- _Aim of the exercise_
Read the lines below. Copy out any that hold the string "shadow".

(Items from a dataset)

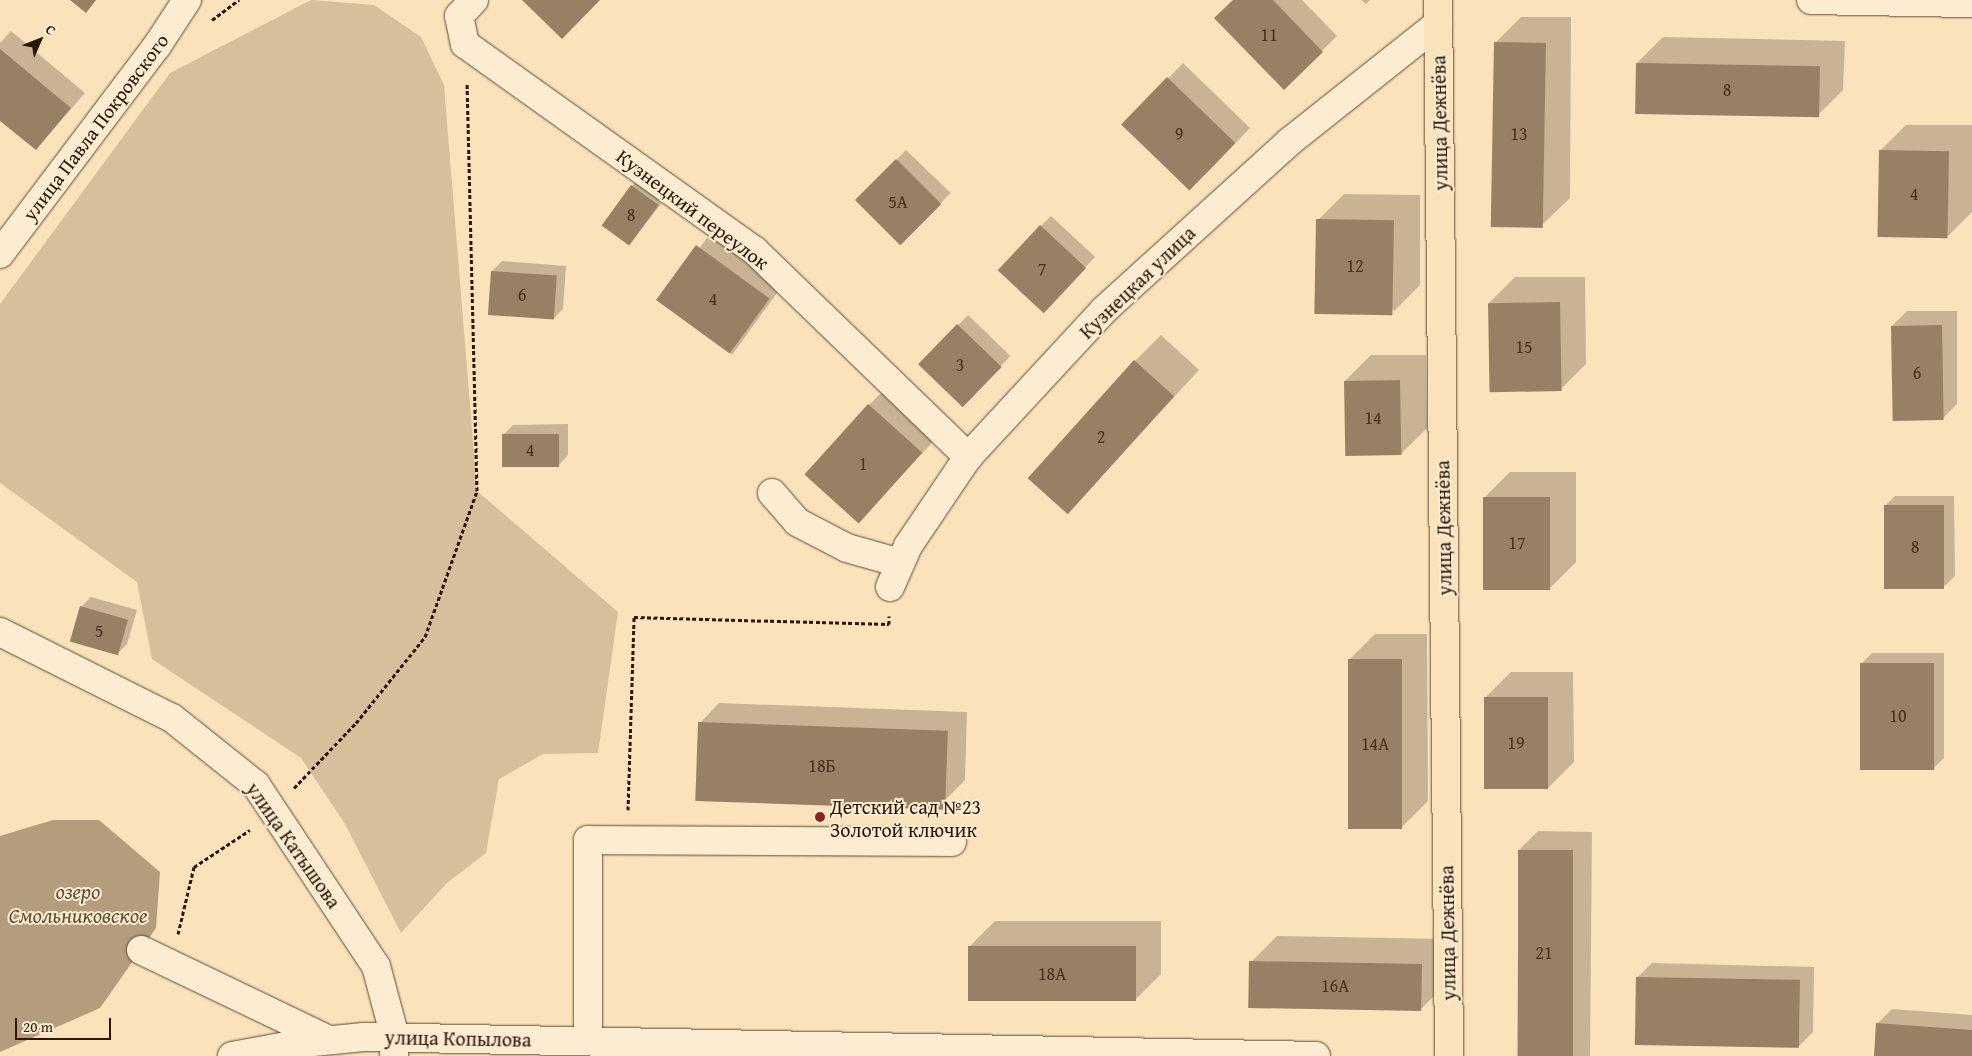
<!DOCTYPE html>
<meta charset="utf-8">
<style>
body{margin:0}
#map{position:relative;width:1972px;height:1056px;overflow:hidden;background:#fae2ba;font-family:"Gentium Book Plus",serif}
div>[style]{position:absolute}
.green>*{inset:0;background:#d7bf9c}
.water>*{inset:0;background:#b49d7d}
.shadow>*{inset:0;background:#0003;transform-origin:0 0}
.building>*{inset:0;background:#988065;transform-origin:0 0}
.path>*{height:3px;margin-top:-1.5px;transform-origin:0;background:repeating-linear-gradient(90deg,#2d1608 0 4px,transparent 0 6.5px)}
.roads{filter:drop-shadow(0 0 1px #604934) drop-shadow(0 0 1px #604934)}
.minor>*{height:28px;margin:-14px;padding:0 14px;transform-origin:14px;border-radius:14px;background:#fcecd2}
.major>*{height:28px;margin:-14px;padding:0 14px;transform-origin:14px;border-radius:14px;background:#fae2ba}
.dots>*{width:14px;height:14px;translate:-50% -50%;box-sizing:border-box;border:2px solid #fcecd2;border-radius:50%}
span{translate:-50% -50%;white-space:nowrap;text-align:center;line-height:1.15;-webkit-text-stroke:4px #fcecd2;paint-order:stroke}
.number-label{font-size:18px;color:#48301f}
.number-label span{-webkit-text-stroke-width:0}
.street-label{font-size:20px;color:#2d1608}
.poi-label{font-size:20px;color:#2d1608}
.left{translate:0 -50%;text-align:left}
.water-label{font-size:21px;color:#634c37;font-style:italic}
.north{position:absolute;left:15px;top:15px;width:50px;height:50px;-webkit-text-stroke:4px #fcecd2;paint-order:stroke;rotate:46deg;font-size:14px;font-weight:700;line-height:20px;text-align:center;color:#2d1608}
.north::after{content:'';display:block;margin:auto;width:18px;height:22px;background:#2d1608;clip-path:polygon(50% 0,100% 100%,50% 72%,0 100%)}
.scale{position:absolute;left:15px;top:1018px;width:96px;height:22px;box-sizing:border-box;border:2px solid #2d1608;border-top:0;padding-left:6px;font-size:15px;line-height:18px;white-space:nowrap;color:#2d1608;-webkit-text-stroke:4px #fcecd2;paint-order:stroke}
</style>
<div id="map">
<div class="green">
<i style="clip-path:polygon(311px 0,374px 5px,421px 37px,444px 85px,477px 491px,618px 612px,598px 753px,543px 754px,499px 779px,486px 853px,447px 883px,401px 933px,345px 824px,301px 758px,152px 659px,137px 582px,0 483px,0 304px,170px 73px)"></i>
</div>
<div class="water">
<i style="clip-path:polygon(53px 820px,99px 820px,160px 872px,156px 928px,100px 1008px,0 1052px,0 836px)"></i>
</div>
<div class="shadow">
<i style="clip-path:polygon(1234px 0,1302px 0,1337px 36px,1284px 88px)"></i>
<i style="clip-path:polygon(1361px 0,1370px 0,1366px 4px)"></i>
<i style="clip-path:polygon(1521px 17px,1571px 17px,1570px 198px,1543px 224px,1495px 43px)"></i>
<i style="clip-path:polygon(11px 31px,85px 93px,36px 149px,0 119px,0 43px)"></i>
<i style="clip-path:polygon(1663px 37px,1845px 41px,1843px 90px,1817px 116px,1637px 63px)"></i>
<i style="clip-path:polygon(1183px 63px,1250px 128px,1205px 175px,1123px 125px)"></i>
<i style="clip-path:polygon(1906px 125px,1972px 125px,1972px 212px,1948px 236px,1880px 151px)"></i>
<i style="left:906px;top:150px;width:62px;height:70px;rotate:44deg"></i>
<i style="clip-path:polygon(642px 176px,668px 195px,630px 244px,632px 186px)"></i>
<i style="clip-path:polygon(1344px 194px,1420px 195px,1420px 285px,1394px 311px,1318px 220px)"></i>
<i style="clip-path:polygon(1051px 216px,1095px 257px,1053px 301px,1041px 226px)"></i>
<i style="left:712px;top:231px;width:89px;height:88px;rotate:36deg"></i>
<i style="clip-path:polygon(502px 261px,566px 266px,563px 309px,553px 319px,492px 271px)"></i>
<i style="clip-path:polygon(1515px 277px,1585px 277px,1586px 364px,1560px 390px,1489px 303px)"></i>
<i style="clip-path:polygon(1907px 311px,1957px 311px,1957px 404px,1942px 419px,1892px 326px)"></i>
<i style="left:968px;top:315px;width:59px;height:69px;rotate:44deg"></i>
<i style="clip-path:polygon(1161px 335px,1199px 370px,1068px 512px,1135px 361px)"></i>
<i style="clip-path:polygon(1371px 355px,1426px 355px,1427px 428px,1401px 454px,1345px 381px)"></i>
<i style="clip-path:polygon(895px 379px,947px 427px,858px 521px,869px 405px)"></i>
<i style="clip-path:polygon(568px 424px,568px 455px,558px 466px,503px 435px,513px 425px)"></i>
<i style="clip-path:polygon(1510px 472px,1576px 472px,1576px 562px,1550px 588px,1484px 498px)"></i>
<i style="clip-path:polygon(1895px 496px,1954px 496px,1955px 576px,1945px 586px,1885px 506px)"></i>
<i style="clip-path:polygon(91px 597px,137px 610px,127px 644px,117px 654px,81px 607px)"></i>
<i style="clip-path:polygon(1375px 634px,1427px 634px,1428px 801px,1402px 827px,1349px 660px)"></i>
<i style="clip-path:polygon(1872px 653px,1944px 653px,1944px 758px,1934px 768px,1862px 663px)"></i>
<i style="clip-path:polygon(1511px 672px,1573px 672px,1574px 762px,1548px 788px,1485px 698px)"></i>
<i style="clip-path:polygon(719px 703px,967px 712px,965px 780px,946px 799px,700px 723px)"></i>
<i style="clip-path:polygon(1538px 831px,1592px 832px,1590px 1056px,1517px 1056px,1519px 850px)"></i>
<i style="clip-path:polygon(995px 921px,1161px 921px,1161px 974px,1135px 1000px,969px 947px)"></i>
<i style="clip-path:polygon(1277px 936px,1447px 939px,1447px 983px,1421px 1009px,1251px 962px)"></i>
<i style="clip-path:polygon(1652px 963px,1814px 967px,1813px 1032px,1798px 1047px,1637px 978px)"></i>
<i style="clip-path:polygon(1892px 1009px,1972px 1015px,1972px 1056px,1875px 1056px,1877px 1024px)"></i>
</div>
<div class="building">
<i style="clip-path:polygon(70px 0,96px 0,86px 13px)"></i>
<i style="clip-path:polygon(522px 0,600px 0,562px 39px)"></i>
<i style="clip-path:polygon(1233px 0,1273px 0,1323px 52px,1284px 90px,1214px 18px)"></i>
<i style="left:1494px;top:42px;width:52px;height:185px;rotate:1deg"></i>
<i style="clip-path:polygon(0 49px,71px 108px,36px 150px,0 121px)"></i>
<i style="left:1636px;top:63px;width:184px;height:51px;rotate:1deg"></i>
<i style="left:1167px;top:77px;width:95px;height:66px;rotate:44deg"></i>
<i style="left:1879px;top:150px;width:70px;height:87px;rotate:1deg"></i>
<i style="left:896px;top:159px;width:64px;height:58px;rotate:45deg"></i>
<i style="left:631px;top:185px;width:34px;height:50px;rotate:36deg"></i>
<i style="left:1316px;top:219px;width:78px;height:95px;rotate:1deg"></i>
<i style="left:1040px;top:225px;width:63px;height:62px;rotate:43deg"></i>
<i style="left:696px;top:245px;width:91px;height:68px;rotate:36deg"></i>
<i style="left:491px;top:271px;width:66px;height:44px;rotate:4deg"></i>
<i style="left:1560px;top:302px;width:89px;height:72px;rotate:89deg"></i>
<i style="left:957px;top:324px;width:62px;height:56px;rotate:44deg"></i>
<i style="left:1942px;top:325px;width:95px;height:51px;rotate:89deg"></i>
<i style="left:1134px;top:360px;width:54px;height:159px;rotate:42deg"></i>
<i style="left:1400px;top:380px;width:75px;height:56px;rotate:89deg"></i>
<i style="left:868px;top:404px;width:73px;height:95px;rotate:42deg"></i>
<i style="left:502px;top:434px;width:57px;height:33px"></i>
<i style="left:1483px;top:497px;width:67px;height:93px"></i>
<i style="left:1884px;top:505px;width:60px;height:84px"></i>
<i style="left:80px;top:606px;width:50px;height:37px;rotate:16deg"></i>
<i style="left:1402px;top:659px;width:170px;height:54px;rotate:90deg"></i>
<i style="left:1860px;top:663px;width:74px;height:107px"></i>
<i style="left:1484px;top:697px;width:64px;height:92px"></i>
<i style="left:698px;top:722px;width:250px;height:79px;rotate:2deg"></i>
<i style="left:1518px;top:850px;width:55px;height:206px"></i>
<i style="left:968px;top:946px;width:168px;height:55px"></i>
<i style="left:1249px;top:961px;width:173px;height:47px;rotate:1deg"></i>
<i style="left:1636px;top:977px;width:164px;height:68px;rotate:1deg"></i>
<i style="clip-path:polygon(1876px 1023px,1972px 1030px,1972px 1056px,1874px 1056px)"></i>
</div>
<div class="path">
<i style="left:212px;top:20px;width:34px;rotate:-37deg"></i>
<i style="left:294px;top:788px;width:90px;rotate:-46.4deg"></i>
<i style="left:356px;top:723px;width:110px;rotate:-51.3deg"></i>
<i style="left:425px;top:637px;width:155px;rotate:-70.4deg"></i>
<i style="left:477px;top:491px;width:409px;rotate:-91.4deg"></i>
<i style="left:628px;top:810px;width:193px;rotate:-88.2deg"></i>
<i style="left:634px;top:617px;width:255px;rotate:1.6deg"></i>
<i style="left:889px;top:624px;width:8px;rotate:-90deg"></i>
<i style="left:178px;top:934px;width:69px;rotate:-76.6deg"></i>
<i style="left:194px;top:867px;width:67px;rotate:-33.5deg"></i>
</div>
<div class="roads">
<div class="minor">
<i style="left:474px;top:0;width:22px;rotate:133deg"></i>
<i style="left:459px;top:16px;width:29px;rotate:78deg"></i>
<i style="left:465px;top:44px;width:355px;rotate:35.5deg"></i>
<i style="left:754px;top:250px;width:298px;rotate:44deg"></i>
<i style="left:1811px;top:0;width:161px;rotate:1.1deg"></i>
<i style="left:0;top:254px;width:261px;rotate:-53deg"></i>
<i style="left:157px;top:46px;width:55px;rotate:-56.9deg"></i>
<i style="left:772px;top:493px;width:38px;rotate:49deg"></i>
<i style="left:797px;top:522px;width:56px;rotate:27.5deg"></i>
<i style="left:847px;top:548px;width:55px;rotate:15.8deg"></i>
<i style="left:890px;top:587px;width:45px;rotate:-66.3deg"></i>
<i style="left:908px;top:546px;width:107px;rotate:-56deg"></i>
<i style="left:968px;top:457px;width:200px;rotate:-47.2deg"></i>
<i style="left:1104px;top:310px;width:250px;rotate:-42.2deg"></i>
<i style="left:1289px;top:142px;width:190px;rotate:-38.4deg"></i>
<i style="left:0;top:632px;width:192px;rotate:26.6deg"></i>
<i style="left:172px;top:718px;width:107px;rotate:38.6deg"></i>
<i style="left:256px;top:785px;width:217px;rotate:56.5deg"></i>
<i style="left:376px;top:966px;width:73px;rotate:75deg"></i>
<i style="left:395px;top:1037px;width:18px;rotate:93deg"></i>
<i style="left:141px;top:950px;width:208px;rotate:25.6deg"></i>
<i style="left:588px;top:1041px;width:201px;rotate:-90deg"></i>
<i style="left:588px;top:840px;width:364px;rotate:0.3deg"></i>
<i style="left:232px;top:1056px;width:72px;rotate:-10.4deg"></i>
<i style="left:303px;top:1043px;width:61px;rotate:-5.6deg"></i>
<i style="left:364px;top:1037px;width:952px;rotate:1.14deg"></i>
</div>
<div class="major">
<i style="left:1438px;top:0;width:1056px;rotate:89.4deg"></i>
</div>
</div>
<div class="dots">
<i style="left:820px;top:817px;background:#8f2418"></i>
</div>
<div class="number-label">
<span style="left:1269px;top:35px">11</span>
<span style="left:1727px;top:90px">8</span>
<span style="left:1179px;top:134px">9</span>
<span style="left:1519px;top:134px">13</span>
<span style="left:1914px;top:194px">4</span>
<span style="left:898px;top:202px">5А</span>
<span style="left:631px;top:215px">8</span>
<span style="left:1355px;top:266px">12</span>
<span style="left:1042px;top:269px">7</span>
<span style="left:522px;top:295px">6</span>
<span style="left:713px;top:299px">4</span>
<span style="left:1524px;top:347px">15</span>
<span style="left:960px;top:365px">3</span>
<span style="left:1917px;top:373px">6</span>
<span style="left:1373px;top:418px">14</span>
<span style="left:1101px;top:437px">2</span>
<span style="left:530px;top:450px">4</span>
<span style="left:863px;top:464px">1</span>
<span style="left:1517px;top:543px">17</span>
<span style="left:1915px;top:547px">8</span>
<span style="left:99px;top:631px">5</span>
<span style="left:1898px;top:716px">10</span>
<span style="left:1516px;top:743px">19</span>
<span style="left:1375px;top:744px">14А</span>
<span style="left:822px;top:766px">18Б</span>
<span style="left:1544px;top:953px">21</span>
<span style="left:1052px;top:974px">18А</span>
<span style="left:1335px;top:986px">16А</span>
</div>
<div class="street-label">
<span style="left:1439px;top:123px;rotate:-91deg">улица Дежнёва</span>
<span style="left:95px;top:127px;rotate:-53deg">улица Павла Покровского</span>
<span style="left:693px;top:209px;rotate:37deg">Кузнецкий переулок</span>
<span style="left:1137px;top:282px;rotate:-44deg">Кузнецкая улица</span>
<span style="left:1443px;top:528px;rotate:-91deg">улица Дежнёва</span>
<span style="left:294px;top:845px;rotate:55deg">улица Катышова</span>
<span style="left:1447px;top:933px;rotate:-91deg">улица Дежнёва</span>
<span style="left:458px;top:1038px;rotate:1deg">улица Копылова</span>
</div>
<div class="poi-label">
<span class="left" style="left:830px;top:818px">Детский сад №23<br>Золотой ключик</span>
</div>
<div class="water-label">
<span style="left:78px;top:904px">озеро<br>Смольниковское</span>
</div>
<div class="north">С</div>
<div class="scale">20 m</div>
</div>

- _Finished exercise_
.shadow>*{inset:0;background:#0003;transform-origin:0 0}
.roads{filter:drop-shadow(0 0 1px #604934) drop-shadow(0 0 1px #604934)}
<div class="shadow">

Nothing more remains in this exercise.